UKPLab / emnlp2017-bilstm-cnn-crf

BiLSTM-CNN-CRF architecture for sequence tagging
Apache License 2.0
825 stars 263 forks source link

Multi-task settings #48

Open Mahmedturk opened 5 years ago

Mahmedturk commented 5 years ago

Hi @nreimers

For the multi-task framework, does it always have to be pos and chunking? or it could be any sequence labelling tasks?

nreimers commented 5 years ago

Hi. You can use it of course for any sequence tagging task. The POS and chunking code is just an example, which you can modify to be used for your use case.

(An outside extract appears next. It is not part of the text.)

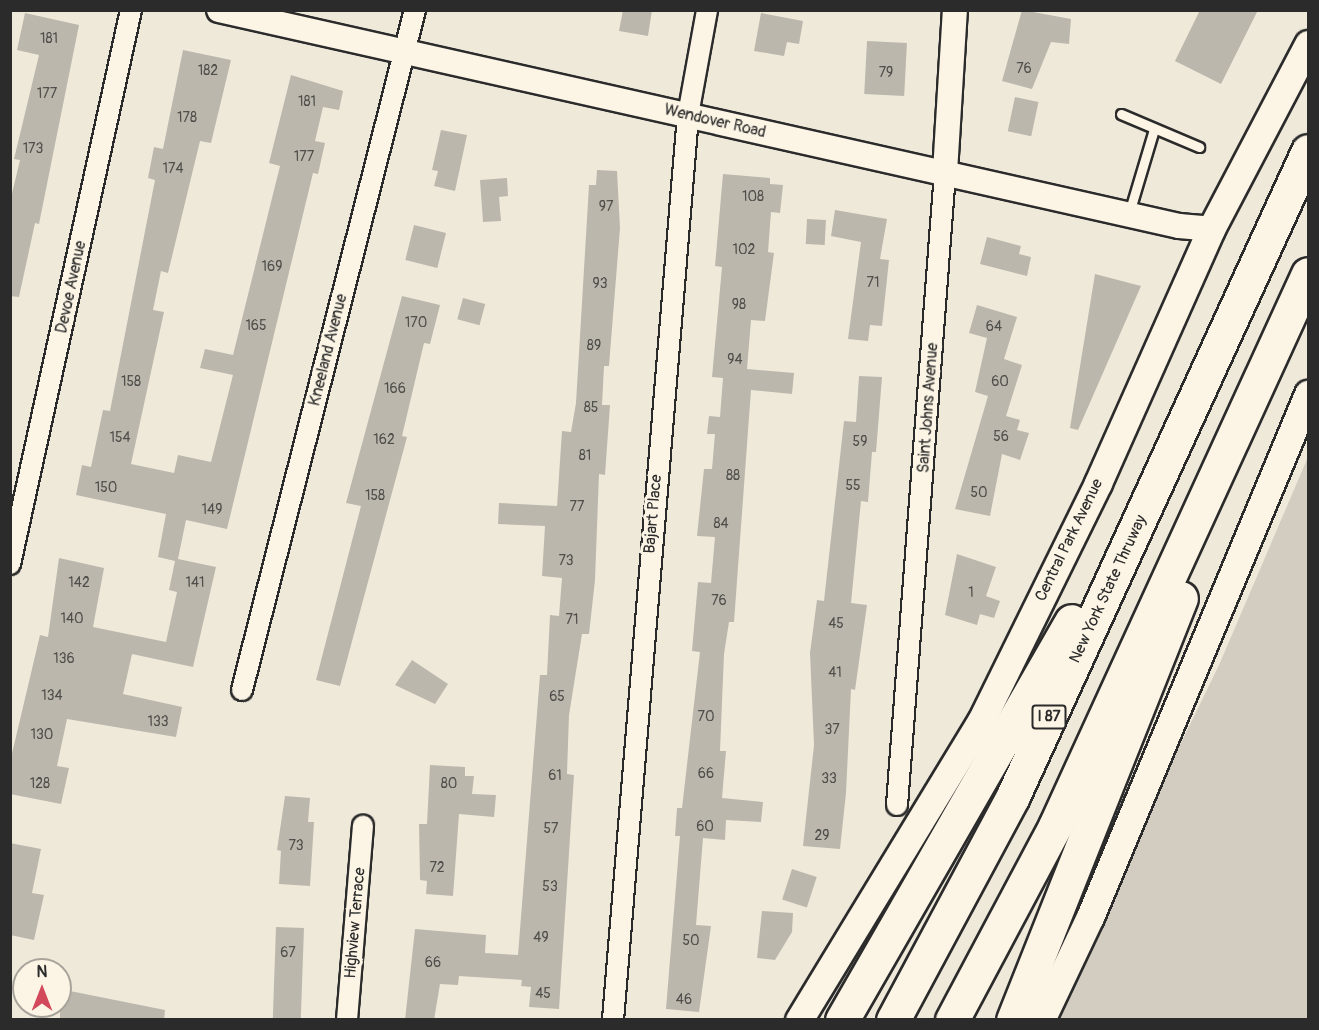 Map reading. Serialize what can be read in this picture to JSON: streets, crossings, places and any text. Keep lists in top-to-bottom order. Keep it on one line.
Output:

Mahmedturk commented 5 years ago

I am really confused about the architecture of multi task framework as there is no diagram in the original paper. Could you please explain as to which layers are being shared? In the example that you have given pos is at the lower level because it appears first in the constructor? Each task has its own Bi-LSTM-CRF task specific network, which of the layers are being shared? Can you show this graphically?

nreimers commented 5 years ago

In the Train_MultiTask.py example, the POS and chunking network both share the embedding layer and one LSTM layer. If you change params like this

params = {'classifier': ['CRF'], 'LSTM-Size': [100, 50], 'dropout': (0.25, 0.25)}

Both networks would share 2 stacked LSTM layers, the first with 100 recurrent units, the second with 50.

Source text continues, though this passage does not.